## WORK INSTRUCTION
Without any pictures, print exactly the lines that run from the start of the data through the line containing "position:relative; width:1017px; height:2423px;".

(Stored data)
•••••

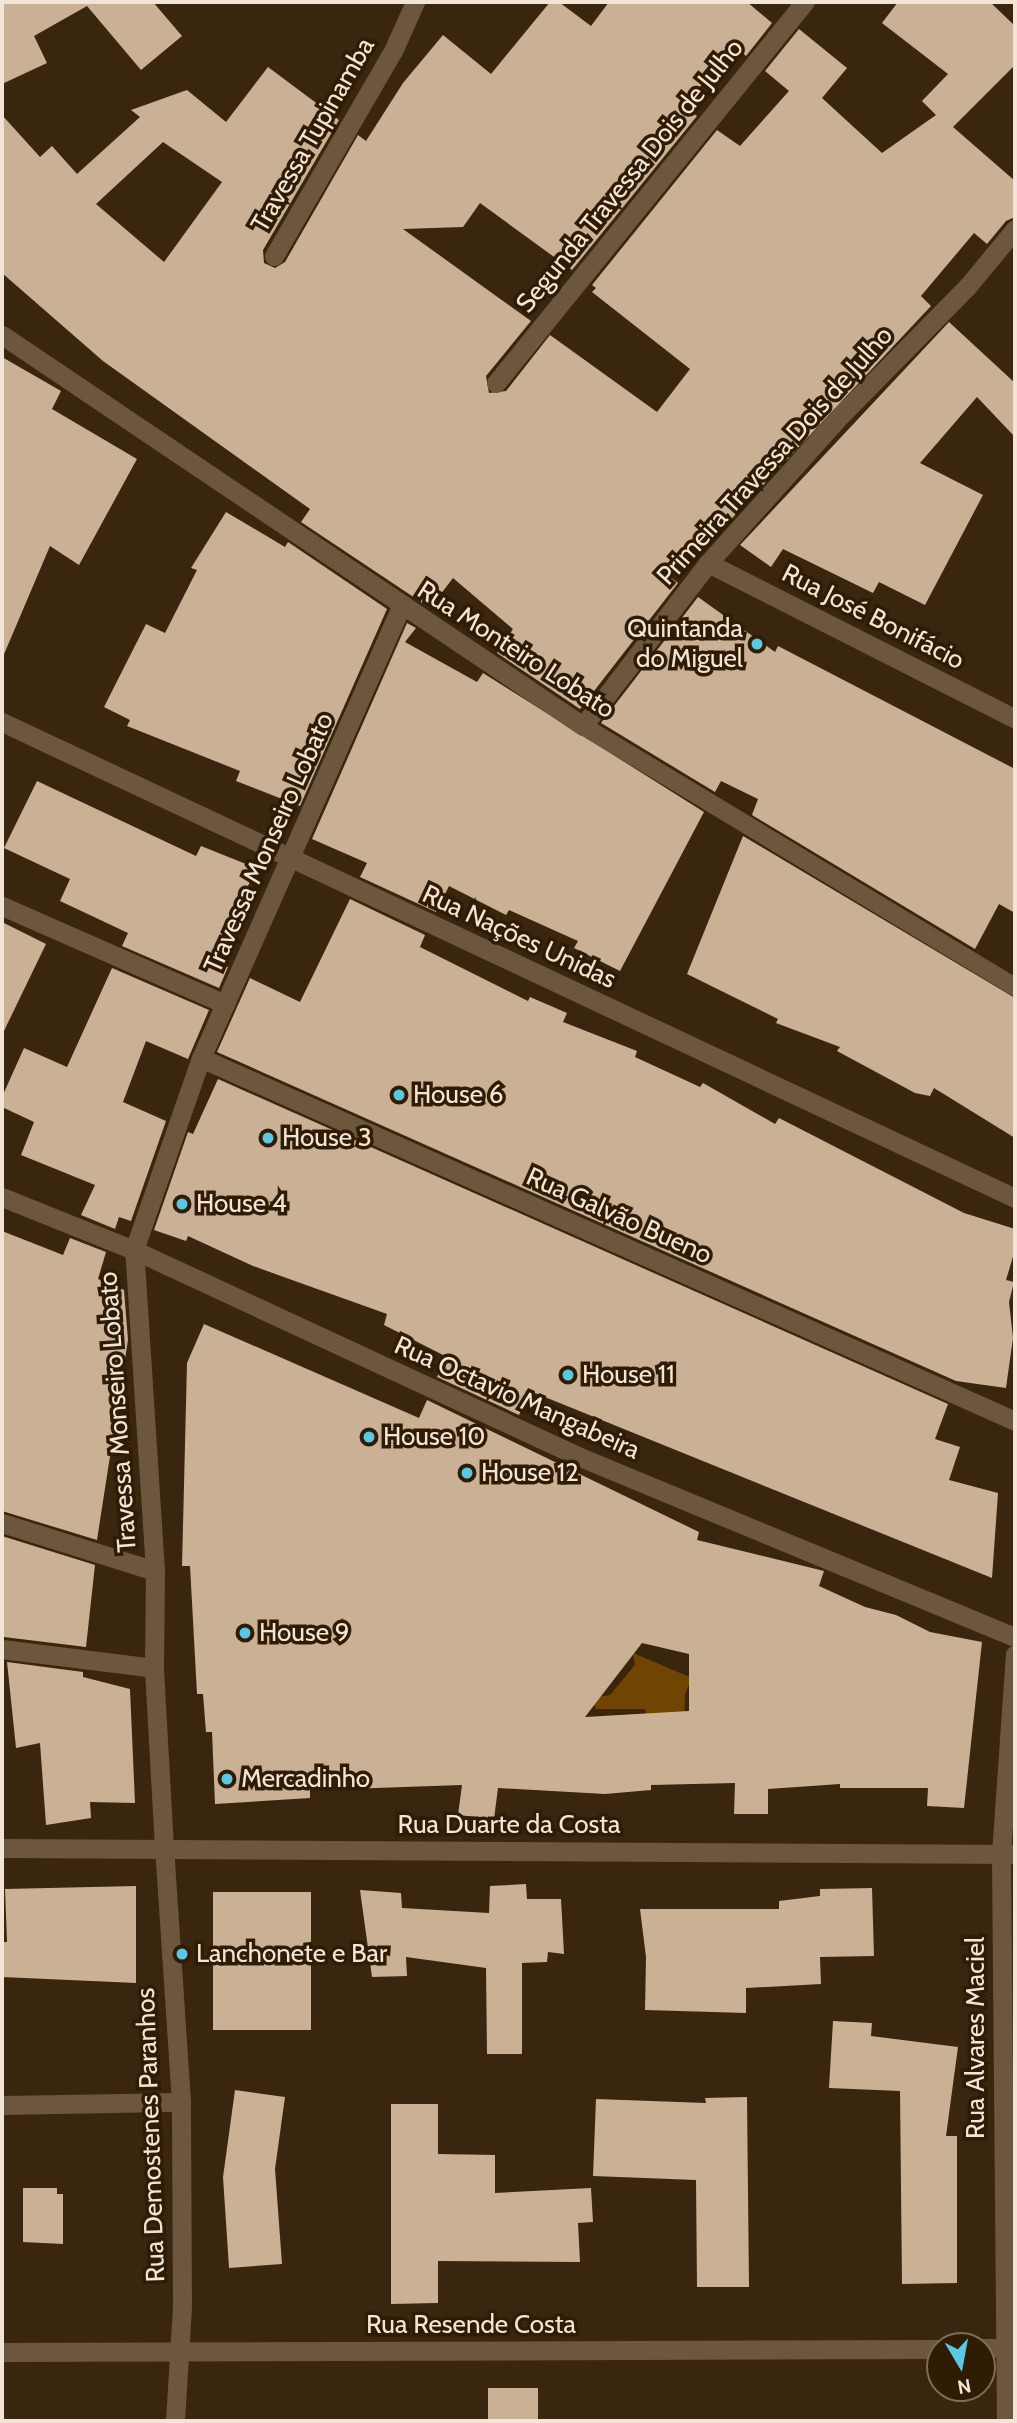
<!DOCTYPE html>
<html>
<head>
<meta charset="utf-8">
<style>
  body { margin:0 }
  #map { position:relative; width:1017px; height:2423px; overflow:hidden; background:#3a260e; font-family:Cabin,sans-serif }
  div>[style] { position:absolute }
  .green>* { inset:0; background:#704401 }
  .building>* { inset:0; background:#cab095; transform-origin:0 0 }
  .service>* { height:18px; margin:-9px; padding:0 9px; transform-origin:9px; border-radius:9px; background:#6d563e }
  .minor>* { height:19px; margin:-9.5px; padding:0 9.5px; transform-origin:9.5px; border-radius:9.5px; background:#6d563e }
  .secondary>* { height:19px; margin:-9.5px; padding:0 9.5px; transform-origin:9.5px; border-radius:9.5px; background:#6d563e }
  .dots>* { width:19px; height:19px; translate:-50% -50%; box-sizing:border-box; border:4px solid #301c05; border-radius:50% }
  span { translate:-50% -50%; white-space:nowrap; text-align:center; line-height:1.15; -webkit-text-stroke:7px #301c05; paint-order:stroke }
  .street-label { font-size:26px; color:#f2e4d6 }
  .poi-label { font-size:26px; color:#f2e4d6 }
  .right { translate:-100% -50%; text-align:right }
  .left { translate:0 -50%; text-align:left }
  .frame { position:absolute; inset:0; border:4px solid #f2e4d6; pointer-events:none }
  .north { position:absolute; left:926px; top:2332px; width:70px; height:70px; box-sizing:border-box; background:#301c05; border:2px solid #7e6c59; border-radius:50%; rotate:170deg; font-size:19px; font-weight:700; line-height:28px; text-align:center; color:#f2e4d6 }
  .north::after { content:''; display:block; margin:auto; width:24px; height:32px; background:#5ac8e5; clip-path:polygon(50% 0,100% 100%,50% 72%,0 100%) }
</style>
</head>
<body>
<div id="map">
  <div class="green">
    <i style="clip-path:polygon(633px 1653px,692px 1678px,685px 1694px,684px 1747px,653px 1746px,645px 1709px,596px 1709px,592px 1698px,610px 1695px,635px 1665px)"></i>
  </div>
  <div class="building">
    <i style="clip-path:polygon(2px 2px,153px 2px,182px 36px,141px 70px,87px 6px,34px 36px,47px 63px,2px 84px)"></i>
    <i style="clip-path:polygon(evenodd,550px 2px,559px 2px,591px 26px,609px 2px,747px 2px,772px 23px,746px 56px,733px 45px,684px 107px,697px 116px,572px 270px,480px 203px,463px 227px,403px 229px,531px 321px,486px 376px,489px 393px,506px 391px,550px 335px,657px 412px,690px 369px,592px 292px,596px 288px,592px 285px,717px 130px,740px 146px,789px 91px,765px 71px,799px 29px,847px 68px,822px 98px,882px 153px,936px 115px,922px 101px,948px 74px,882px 23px,898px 2px,990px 2px,1015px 26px,1015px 65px,953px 127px,1015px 181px,1015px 217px,1006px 221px,987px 244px,974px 233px,921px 296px,931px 306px,720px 531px,710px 524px,670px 577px,678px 583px,580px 709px,497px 653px,513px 629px,453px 578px,430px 608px,301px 522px,310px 509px,103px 361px,2px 273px,2px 115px,40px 157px,52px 146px,77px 174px,140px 117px,131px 110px,187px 90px,226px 122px,268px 67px,339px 120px,263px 250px,264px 263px,275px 268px,285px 262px,358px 135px,366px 141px,403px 83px,443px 35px,491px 74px,550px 2px,163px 142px,222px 182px,164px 262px,96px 204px,163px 142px)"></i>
    <i style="clip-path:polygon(949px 322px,1015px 383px,1015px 437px,977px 397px,920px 463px,983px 495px,925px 605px,879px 582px,873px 593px,783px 549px,771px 567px,740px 545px)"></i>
    <i style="clip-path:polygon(2px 357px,61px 391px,52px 409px,137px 459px,79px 565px,50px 546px,2px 659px)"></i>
    <i style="clip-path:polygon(226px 512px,285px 547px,288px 542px,387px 609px,300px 806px,236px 781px,240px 771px,127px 726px,130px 720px,104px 707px,146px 624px,165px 633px,197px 570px,191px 568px)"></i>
    <i style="clip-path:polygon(698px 597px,775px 652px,778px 646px,1015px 769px,1015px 913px,999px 904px,975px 949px,752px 815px,758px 799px,721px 781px,715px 792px,601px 723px)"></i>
    <i style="clip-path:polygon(407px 623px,416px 628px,405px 642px,477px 682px,483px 673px,704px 812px,620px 971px,574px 948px,578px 941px,509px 910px,506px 915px,449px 886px,436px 912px,360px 877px,367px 863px,312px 839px)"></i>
    <i style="clip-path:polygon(37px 781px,196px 856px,201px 846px,256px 868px,215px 960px,228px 967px,219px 988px,122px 946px,128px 933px,60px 901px,70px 879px,4px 848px)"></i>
    <i style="clip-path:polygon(743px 836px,1015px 998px,1015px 1138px,934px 1088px,930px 1096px,915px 1093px,837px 1051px,840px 1047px,776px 1023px,778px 1019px,687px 974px)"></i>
    <i style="clip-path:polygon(350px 899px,425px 935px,420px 947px,528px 1001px,530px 997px,567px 1013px,563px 1022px,637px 1051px,635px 1057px,700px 1087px,703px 1083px,775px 1124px,779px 1118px,964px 1213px,1015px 1229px,1015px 1250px,1006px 1280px,1014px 1282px,1009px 1302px,1013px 1338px,1006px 1388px,956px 1381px,217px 1052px,250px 978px,300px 1002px)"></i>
    <i style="clip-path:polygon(2px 922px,46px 944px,2px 1035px)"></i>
    <i style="clip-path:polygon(112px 968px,209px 1010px,188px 1059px,146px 1041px,123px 1102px,166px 1121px,131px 1221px,119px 1217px,115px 1229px,81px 1215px,95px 1185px,21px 1155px,34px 1122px,2px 1107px,2px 1097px,24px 1048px,67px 1067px)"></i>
    <i style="clip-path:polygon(218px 1079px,948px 1404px,935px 1439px,960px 1447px,949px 1480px,998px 1493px,992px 1578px,530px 1391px,519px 1415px,437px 1377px,447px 1357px,384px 1325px,387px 1314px,253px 1266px,188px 1236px,186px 1241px,154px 1230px,188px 1132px,193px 1134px)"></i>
    <i style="clip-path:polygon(2px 1231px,63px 1255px,70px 1238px,106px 1252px,98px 1279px,124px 1290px,128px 1340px,97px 1540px,2px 1511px)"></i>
    <i style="clip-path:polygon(evenodd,204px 1324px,419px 1418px,427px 1400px,699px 1532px,697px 1540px,820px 1570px,824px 1571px,819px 1586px,865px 1607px,896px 1615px,930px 1632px,982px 1642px,964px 1808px,927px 1806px,928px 1788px,840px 1788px,840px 1784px,768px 1789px,768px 1814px,734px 1814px,735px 1783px,651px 1785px,651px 1790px,605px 1794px,498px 1788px,494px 1819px,458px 1815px,462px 1785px,346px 1789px,344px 1778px,310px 1780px,310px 1798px,215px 1804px,212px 1732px,206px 1732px,203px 1694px,197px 1694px,190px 1566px,182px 1566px,187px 1363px,204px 1324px,642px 1643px,689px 1654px,689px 1711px,585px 1717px,642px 1643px)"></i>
    <i style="clip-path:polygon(2px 1536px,95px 1565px,86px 1647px,4px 1637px)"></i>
    <i style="clip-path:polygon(7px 1662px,83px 1672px,83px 1677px,130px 1689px,135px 1803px,90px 1802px,91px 1818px,46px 1825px,40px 1743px,16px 1748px)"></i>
    <i style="clip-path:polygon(526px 1884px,527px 1899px,561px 1899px,564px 1954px,548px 1952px,547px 1962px,522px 1963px,522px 2054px,487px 2054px,486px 1968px,406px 1957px,407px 1976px,372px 1977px,360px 1890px,401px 1893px,402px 1908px,489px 1913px,490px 1886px)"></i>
    <i style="clip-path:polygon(136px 1886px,136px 1983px,2px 1977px,2px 1942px,7px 1942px,5px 1889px)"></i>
    <i style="clip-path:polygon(872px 1888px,874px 1956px,820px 1957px,821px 1984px,746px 1988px,746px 2013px,645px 2010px,646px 1957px,640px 1909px,779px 1909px,779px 1901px,820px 1896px,820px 1889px)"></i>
    <i style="left:213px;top:1892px;width:98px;height:138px"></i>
    <i style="clip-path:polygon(833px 2021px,872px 2023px,871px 2036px,958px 2047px,946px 2136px,957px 2136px,957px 2283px,902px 2284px,900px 2091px,829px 2088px)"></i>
    <i style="clip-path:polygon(235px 2090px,285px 2097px,275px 2169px,282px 2264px,229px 2268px,223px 2177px)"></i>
    <i style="clip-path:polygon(747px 2097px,749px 2287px,697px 2287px,696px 2180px,593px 2176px,596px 2099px,706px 2103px,705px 2098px)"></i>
    <i style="clip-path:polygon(391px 2104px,438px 2104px,438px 2154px,495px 2155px,495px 2193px,591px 2188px,593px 2222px,578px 2223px,580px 2262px,438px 2261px,438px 2303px,391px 2304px)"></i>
    <i style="clip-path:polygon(23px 2188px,57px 2188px,57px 2194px,63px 2194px,63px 2244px,23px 2242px)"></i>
    <i style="left:538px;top:2388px;width:33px;height:50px;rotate:90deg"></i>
  </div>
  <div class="service">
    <i style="left:583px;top:726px;width:505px;rotate:31.14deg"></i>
  </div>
  <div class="minor">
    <i style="left:274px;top:256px;width:237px;rotate:-59.9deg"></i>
    <i style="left:393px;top:51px;width:54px;rotate:-65.8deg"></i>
    <i style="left:2px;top:335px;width:700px;rotate:33.94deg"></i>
    <i style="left:583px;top:726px;width:205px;rotate:-52.5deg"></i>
    <i style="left:708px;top:563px;width:199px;rotate:-48.1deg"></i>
    <i style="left:841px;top:415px;width:180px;rotate:-45.5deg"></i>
    <i style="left:967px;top:287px;width:75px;rotate:-50.4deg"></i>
    <i style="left:496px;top:383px;width:491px;rotate:-51deg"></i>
    <i style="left:708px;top:563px;width:344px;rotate:26.9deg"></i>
    <i style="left:2px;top:722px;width:1119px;rotate:25.17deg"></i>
    <i style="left:2px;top:906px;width:244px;rotate:23.7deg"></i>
    <i style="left:201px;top:1058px;width:891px;rotate:24.03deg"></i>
    <i style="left:2px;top:1197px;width:142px;rotate:21.9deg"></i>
    <i style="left:134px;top:1250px;width:492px;rotate:24.9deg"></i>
    <i style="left:580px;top:1457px;width:471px;rotate:22.5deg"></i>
    <i style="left:2px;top:1523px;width:160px;rotate:17.4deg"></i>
    <i style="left:2px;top:1649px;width:153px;rotate:7.1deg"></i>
    <i style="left:2px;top:2105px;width:179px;rotate:-1deg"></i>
    <i style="left:175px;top:2421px;width:115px;rotate:-86.5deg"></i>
    <i style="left:182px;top:2306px;width:204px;rotate:-90.3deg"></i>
    <i style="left:181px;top:2102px;width:255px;rotate:-93.8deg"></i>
    <i style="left:164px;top:1848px;width:180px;rotate:-93.2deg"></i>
    <i style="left:154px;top:1668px;width:97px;rotate:-89.4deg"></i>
    <i style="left:155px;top:1571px;width:322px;rotate:-93.7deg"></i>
    <i style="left:134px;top:1250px;width:203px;rotate:-70.8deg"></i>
    <i style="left:201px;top:1058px;width:493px;rotate:-66.1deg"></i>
    <i style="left:1006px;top:2421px;width:567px;rotate:-90.51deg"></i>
    <i style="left:1001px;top:1854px;width:200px;rotate:-86deg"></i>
  </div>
  <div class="secondary">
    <i style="left:2px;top:1848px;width:1013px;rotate:0.34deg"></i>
    <i style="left:982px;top:2348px;width:33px"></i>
    <i style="left:2px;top:2352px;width:938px;rotate:-0.18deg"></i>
  </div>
  <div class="dots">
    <i style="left:757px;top:644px;background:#5ac8e5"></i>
    <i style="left:399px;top:1095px;background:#5ac8e5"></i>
    <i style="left:268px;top:1138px;background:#5ac8e5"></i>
    <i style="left:182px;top:1204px;background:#5ac8e5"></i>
    <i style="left:568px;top:1375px;background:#5ac8e5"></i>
    <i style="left:369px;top:1437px;background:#5ac8e5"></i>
    <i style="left:467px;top:1473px;background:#5ac8e5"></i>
    <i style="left:245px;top:1633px;background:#5ac8e5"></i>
    <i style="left:227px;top:1779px;background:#5ac8e5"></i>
    <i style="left:182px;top:1954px;background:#5ac8e5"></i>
  </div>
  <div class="street-label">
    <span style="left:313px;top:135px;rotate:-60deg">Travessa Tupinamba</span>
    <span style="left:630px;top:176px;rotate:-51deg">Segunda Travessa Dois de Julho</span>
    <span style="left:775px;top:456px;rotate:-48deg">Primeira Travessa Dois de Julho</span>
    <span style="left:873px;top:617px;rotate:27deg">Rua José Bonifácio</span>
    <span style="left:516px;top:650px;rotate:33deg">Rua Monteiro Lobato</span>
    <span style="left:269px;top:843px;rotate:-66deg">Travessa Monseiro Lobato</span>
    <span style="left:519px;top:937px;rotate:25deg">Rua Nações Unidas</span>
    <span style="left:619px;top:1216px;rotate:24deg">Rua Galvão Bueno</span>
    <span style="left:517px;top:1398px;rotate:24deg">Rua Octavio Mangabeira</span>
    <span style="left:118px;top:1412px;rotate:-94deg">Travessa Monseiro Lobato</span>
    <span style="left:509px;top:1825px">Rua Duarte da Costa</span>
    <span style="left:976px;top:2038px;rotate:-90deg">Rua Alvares Maciel</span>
    <span style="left:151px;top:2135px;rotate:-92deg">Rua Demostenes Paranhos</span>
    <span style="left:471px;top:2325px">Rua Resende Costa</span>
  </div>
  <div class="poi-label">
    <span class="right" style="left:743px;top:644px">Quintanda<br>do Miguel</span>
    <span class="left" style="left:413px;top:1095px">House 6</span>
    <span class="left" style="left:282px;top:1138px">House 3</span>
    <span class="left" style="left:196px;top:1204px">House 4</span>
    <span class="left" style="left:582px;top:1375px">House 11</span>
    <span class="left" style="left:383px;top:1437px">House 10</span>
    <span class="left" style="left:481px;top:1473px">House 12</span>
    <span class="left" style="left:259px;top:1633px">House 9</span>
    <span class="left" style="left:241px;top:1779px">Mercadinho</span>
    <span class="left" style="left:196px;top:1954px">Lanchonete e Bar</span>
  </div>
  <div class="frame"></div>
  <div class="north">N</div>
</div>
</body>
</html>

•••••

## ANSWER BOX
<!DOCTYPE html>
<html>
<head>
<meta charset="utf-8">
<style>
  body { margin:0 }
  #map { position:relative; width:1017px; height:2423px; overflow:hidden; background:#3a260e; font-family:Cabin,sans-serif }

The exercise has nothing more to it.